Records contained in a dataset
<<<<

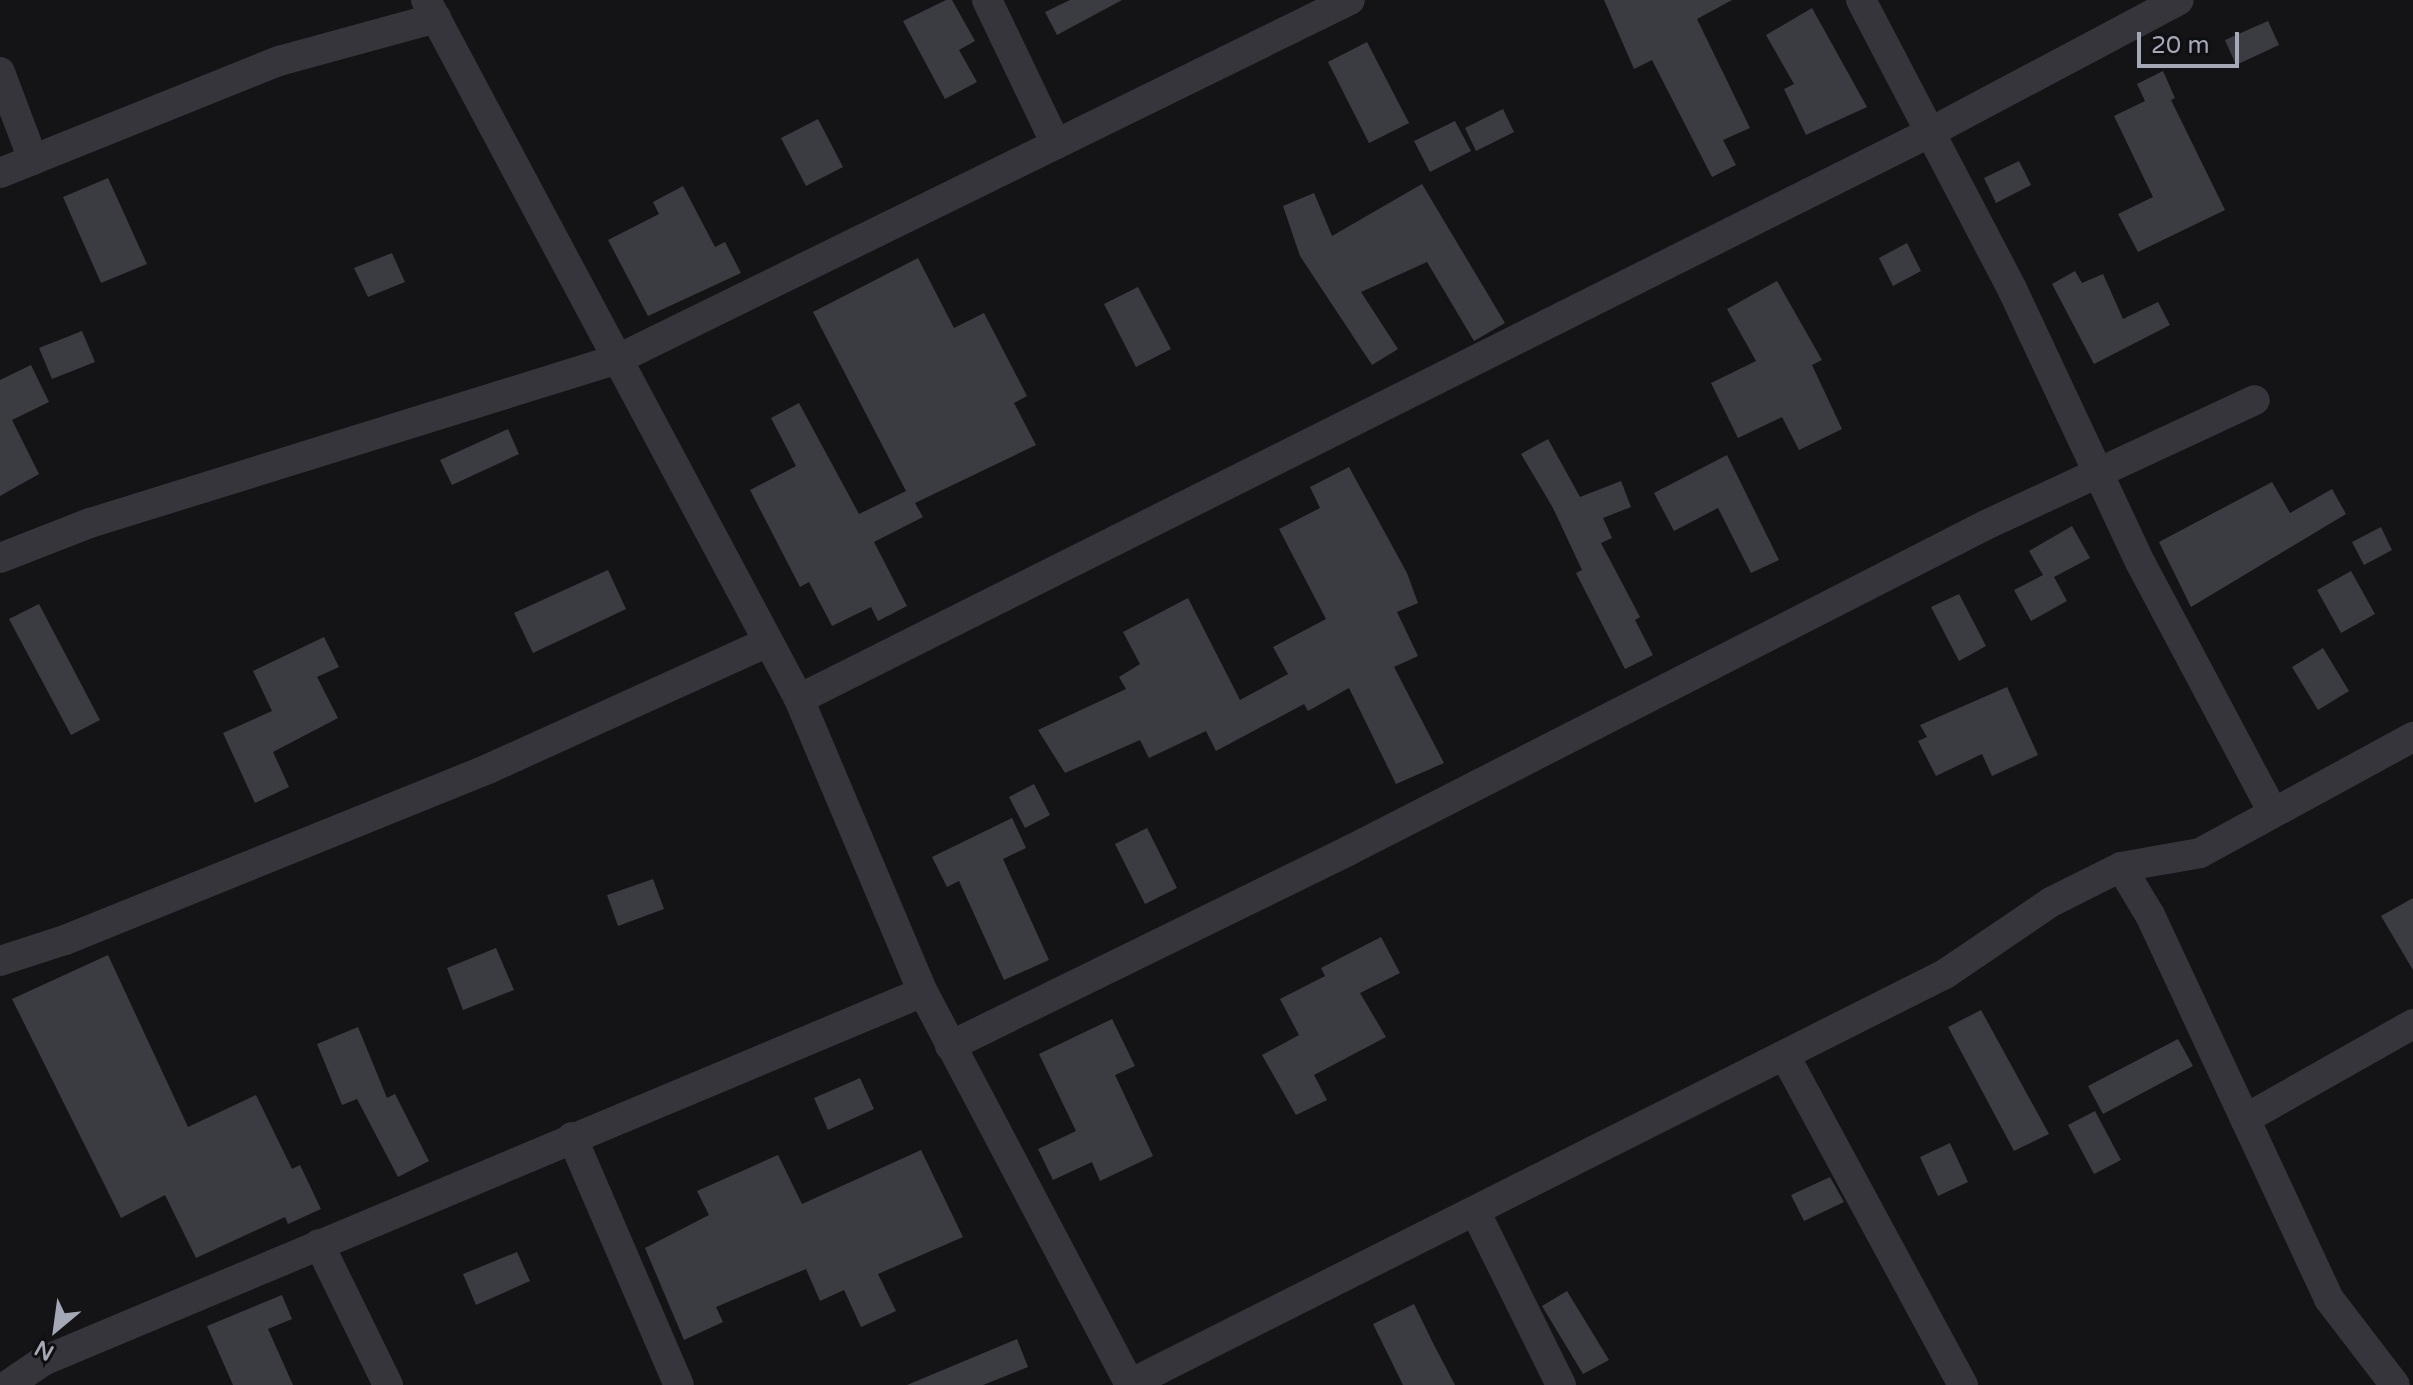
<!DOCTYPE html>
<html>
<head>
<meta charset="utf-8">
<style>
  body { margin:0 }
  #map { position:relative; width:2413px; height:1385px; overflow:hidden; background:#141416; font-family:"Varela Round",sans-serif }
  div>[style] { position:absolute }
  .building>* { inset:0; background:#3b3c41 }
  .street>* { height:30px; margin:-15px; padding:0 15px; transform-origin:15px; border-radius:15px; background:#35353b }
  span { translate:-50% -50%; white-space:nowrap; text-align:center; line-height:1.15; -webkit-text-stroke:7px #0f0f11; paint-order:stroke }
  .north { position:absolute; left:16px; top:1289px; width:80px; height:80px; -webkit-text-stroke:6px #0f0f11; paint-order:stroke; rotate:209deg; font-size:22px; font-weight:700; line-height:32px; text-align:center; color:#a5a8b7 }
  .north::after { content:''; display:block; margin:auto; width:28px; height:36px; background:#a5a8b7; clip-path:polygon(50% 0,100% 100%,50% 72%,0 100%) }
  .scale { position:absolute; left:2137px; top:32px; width:102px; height:36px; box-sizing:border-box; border:4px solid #a5a8b7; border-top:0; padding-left:10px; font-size:24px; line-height:28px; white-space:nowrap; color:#a5a8b7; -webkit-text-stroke:6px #0f0f11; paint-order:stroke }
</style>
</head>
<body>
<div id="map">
  <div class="building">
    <i style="clip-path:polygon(946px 0,952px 0,975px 41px,959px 50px,977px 82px,945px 99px,903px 21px)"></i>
    <i style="clip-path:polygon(1070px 0,1122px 0,1057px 35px,1045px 12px)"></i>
    <i style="clip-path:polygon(1604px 0,1732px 0,1697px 19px,1750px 128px,1723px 140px,1736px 165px,1712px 177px,1652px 60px,1634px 69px)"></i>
    <i style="clip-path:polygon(1812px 8px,1867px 107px,1806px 135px,1784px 89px,1794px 84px,1766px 35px)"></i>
    <i style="clip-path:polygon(2268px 21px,2279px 45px,2236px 65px,2225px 40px)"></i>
    <i style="clip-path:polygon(1367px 42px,1409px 123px,1369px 143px,1328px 62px)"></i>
    <i style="clip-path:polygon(2163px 71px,2175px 98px,2171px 100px,2225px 210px,2138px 252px,2118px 214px,2153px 197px,2114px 116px,2145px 101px,2137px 84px)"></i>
    <i style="clip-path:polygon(1503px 109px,1514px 132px,1476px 151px,1465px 128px)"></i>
    <i style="clip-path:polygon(818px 119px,843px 167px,806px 186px,781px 138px)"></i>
    <i style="clip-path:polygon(1455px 121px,1471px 151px,1430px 172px,1414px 141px)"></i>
    <i style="clip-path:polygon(2019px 161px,2031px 185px,1996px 203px,1984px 178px)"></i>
    <i style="clip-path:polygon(108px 178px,147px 264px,101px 283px,63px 197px)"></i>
    <i style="clip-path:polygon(1422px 184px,1505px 323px,1474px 341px,1427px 262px,1361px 292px,1398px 349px,1372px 365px,1300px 256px,1283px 206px,1314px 193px,1332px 236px)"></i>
    <i style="clip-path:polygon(683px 186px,715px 247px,725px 242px,741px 273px,648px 316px,608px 240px,659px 214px,653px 202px)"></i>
    <i style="clip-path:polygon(1907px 243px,1921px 271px,1893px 286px,1879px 258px)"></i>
    <i style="clip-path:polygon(392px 253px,405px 282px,368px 297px,354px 268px)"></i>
    <i style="clip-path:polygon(918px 258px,954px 328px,984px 313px,1027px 396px,1014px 403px,1036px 445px,915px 503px,923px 517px,874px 542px,907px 606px,878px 621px,871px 607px,832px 626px,809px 582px,800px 587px,750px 490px,796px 466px,771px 418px,799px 403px,859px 514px,906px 491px,813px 312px)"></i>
    <i style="clip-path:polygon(2075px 271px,2082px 283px,2103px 274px,2123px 319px,2158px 302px,2170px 325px,2094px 364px,2052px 284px)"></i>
    <i style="clip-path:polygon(1777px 281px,1822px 360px,1812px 365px,1842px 429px,1799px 450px,1782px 417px,1738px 438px,1711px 383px,1756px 361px,1727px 309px)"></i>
    <i style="clip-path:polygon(1138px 287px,1171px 349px,1136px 367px,1104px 304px)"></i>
    <i style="clip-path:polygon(82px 331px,95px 362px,52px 379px,39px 348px)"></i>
    <i style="clip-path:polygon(31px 365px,49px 402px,12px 420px,39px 474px,0 496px,0 380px)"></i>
    <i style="clip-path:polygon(508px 429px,519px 454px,452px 485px,440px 460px)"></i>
    <i style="clip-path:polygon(1548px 439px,1580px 497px,1621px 481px,1631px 507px,1603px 518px,1612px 538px,1601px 543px,1640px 617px,1635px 620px,1653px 655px,1625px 669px,1576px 573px,1582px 570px,1553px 508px,1521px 454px)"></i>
    <i style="clip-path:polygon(1727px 455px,1779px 560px,1751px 573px,1718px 508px,1674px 531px,1654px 493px)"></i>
    <i style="clip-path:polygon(1349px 467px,1407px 573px,1418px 603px,1397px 612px,1418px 656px,1394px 667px,1444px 763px,1396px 784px,1349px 688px,1308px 711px,1304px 704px,1216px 751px,1206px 731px,1149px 758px,1140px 740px,1065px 773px,1038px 730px,1126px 689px,1119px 677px,1140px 664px,1123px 632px,1188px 598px,1240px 700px,1288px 674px,1273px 647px,1326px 619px,1279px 529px,1320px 508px,1310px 487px)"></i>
    <i style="clip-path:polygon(2272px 482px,2290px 513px,2332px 489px,2346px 514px,2191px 607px,2159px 542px)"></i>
    <i style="clip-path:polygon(2072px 526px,2090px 558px,2054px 577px,2067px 601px,2031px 621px,2014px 590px,2043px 575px,2029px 551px)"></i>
    <i style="clip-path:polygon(2381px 527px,2392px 550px,2364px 565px,2352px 542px)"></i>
    <i style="clip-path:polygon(608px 570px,626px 609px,533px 653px,514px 613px)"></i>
    <i style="clip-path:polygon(2351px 571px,2375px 614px,2341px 633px,2317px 590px)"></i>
    <i style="clip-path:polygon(1959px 594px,1986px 646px,1959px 661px,1931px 607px)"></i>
    <i style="clip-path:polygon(39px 604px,100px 720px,71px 735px,9px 619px)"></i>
    <i style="clip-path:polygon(324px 637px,339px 667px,317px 677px,338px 718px,273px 752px,289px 787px,255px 803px,223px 733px,272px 711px,253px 671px)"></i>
    <i style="clip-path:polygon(2323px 648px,2349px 691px,2318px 710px,2292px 667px)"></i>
    <i style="clip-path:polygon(2007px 687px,2038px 755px,1992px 776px,1982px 754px,1936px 776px,1918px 741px,1927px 737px,1920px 725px)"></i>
    <i style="clip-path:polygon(1034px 784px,1050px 815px,1025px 828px,1009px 797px)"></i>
    <i style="clip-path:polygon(1012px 818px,1026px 848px,1003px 859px,1049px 960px,1004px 980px,959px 881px,947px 887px,932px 857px)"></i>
    <i style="clip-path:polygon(1147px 828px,1177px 888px,1145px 904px,1115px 844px)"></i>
    <i style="clip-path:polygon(653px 879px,664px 909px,618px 926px,607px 895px)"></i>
    <i style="clip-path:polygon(2413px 898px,2413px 970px,2381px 916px)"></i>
    <i style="clip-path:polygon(1381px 937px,1400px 973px,1360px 993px,1386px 1037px,1314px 1075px,1327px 1100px,1296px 1115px,1262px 1055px,1299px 1035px,1280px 999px,1325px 976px,1321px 968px)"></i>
    <i style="clip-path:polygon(496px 948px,514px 990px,463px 1010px,447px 968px)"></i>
    <i style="clip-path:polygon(108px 955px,188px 1127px,256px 1095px,292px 1169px,300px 1165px,321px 1209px,288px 1224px,285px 1217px,196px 1258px,165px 1195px,121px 1218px,12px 999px)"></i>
    <i style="clip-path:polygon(1981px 1010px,2049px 1134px,2014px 1151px,1948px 1027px)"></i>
    <i style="clip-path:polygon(1112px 1019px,1135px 1066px,1115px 1075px,1153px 1156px,1100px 1181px,1092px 1162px,1053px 1180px,1038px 1149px,1076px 1131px,1039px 1054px)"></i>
    <i style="clip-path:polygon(358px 1027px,387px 1098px,395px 1094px,429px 1161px,398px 1177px,357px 1099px,342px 1105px,317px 1044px)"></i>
    <i style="clip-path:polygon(2178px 1039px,2193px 1066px,2103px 1114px,2088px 1086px)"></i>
    <i style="clip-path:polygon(860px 1078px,874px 1109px,828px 1130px,814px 1098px)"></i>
    <i style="clip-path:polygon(2095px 1111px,2121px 1160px,2094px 1174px,2068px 1125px)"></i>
    <i style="clip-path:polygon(1950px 1143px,1968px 1182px,1938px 1196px,1920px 1157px)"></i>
    <i style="clip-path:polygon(921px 1150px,963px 1237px,878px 1274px,896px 1311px,861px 1327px,844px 1290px,820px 1301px,806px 1269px,716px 1307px,723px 1322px,684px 1340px,645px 1248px,709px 1215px,697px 1191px,778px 1155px,802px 1204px)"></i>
    <i style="clip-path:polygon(1830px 1177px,1844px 1202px,1804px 1221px,1791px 1195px)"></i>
    <i style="clip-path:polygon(517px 1252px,530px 1281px,476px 1305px,463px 1274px)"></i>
    <i style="clip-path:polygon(1567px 1291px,1609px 1360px,1583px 1374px,1542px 1306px)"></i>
    <i style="clip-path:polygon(282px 1295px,292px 1319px,268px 1329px,293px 1385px,233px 1385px,207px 1326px)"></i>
    <i style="clip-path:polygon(1414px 1304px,1434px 1345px,1455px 1385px,1403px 1385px,1373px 1324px)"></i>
    <i style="clip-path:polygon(1017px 1339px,1028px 1367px,983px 1385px,907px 1385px)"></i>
  </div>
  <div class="street">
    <i style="left:426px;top:0;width:792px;rotate:61.91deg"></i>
    <i style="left:799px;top:699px;width:318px;rotate:67.1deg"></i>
    <i style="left:923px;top:992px;width:444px;rotate:62.2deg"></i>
    <i style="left:987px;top:0;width:160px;rotate:64.4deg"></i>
    <i style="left:1861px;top:0;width:328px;rotate:62.4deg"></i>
    <i style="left:2013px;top:291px;width:299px;rotate:64.9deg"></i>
    <i style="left:2140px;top:562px;width:283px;rotate:62deg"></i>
    <i style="left:0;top:72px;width:94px;rotate:69.4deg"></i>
    <i style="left:0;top:173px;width:301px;rotate:-21.9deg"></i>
    <i style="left:279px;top:61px;width:163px;rotate:-15.3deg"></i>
    <i style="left:0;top:558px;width:97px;rotate:-21.3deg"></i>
    <i style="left:90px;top:523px;width:553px;rotate:-17.26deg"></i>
    <i style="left:618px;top:359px;width:815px;rotate:-26.13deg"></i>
    <i style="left:799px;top:699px;width:1262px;rotate:-26.61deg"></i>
    <i style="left:1927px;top:134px;width:285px;rotate:-28deg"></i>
    <i style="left:2121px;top:867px;width:56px;rotate:58.9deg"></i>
    <i style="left:2150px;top:915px;width:424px;rotate:65deg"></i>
    <i style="left:2329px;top:1299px;width:108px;rotate:52.5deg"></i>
    <i style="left:0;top:961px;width:68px;rotate:-17.9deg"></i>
    <i style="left:65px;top:940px;width:456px;rotate:-22deg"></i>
    <i style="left:488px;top:769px;width:307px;rotate:-24.4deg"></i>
    <i style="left:950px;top:1046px;width:445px;rotate:-26.1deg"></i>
    <i style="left:1350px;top:850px;width:716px;rotate:-27.07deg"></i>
    <i style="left:1988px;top:524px;width:294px;rotate:-24.9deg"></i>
    <i style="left:1785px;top:1056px;width:374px;rotate:61.6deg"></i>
    <i style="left:2245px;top:1119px;width:193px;rotate:-29.5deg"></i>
    <i style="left:572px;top:1137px;width:270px;rotate:66.7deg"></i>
    <i style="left:1475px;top:1211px;width:194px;rotate:63.7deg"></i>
    <i style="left:319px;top:1244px;width:157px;rotate:63.9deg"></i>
    <i style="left:1130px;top:1384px;width:912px;rotate:-26.71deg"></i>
    <i style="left:1945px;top:974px;width:128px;rotate:-34.2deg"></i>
    <i style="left:2051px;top:902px;width:78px;rotate:-26.6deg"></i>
    <i style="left:2121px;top:867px;width:80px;rotate:-10deg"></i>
    <i style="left:2200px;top:853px;width:243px;rotate:-28.6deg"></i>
    <i style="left:8px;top:1385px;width:42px;rotate:-34.4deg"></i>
    <i style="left:43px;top:1361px;width:954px;rotate:-22.75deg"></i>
  </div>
  <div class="north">N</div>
  <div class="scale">20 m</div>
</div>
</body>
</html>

>>>>

Task goal » What is needed is an exact copy of each line from the top of the data above through the line containing "position:absolute; left:16px; top:1289px;", with no pictures.

Solution »
<!DOCTYPE html>
<html>
<head>
<meta charset="utf-8">
<style>
  body { margin:0 }
  #map { position:relative; width:2413px; height:1385px; overflow:hidden; background:#141416; font-family:"Varela Round",sans-serif }
  div>[style] { position:absolute }
  .building>* { inset:0; background:#3b3c41 }
  .street>* { height:30px; margin:-15px; padding:0 15px; transform-origin:15px; border-radius:15px; background:#35353b }
  span { translate:-50% -50%; white-space:nowrap; text-align:center; line-height:1.15; -webkit-text-stroke:7px #0f0f11; paint-order:stroke }
  .north { position:absolute; left:16px; top:1289px; width:80px; height:80px; -webkit-text-stroke:6px #0f0f11; paint-order:stroke; rotate:209deg; font-size:22px; font-weight:700; line-height:32px; text-align:center; color:#a5a8b7 }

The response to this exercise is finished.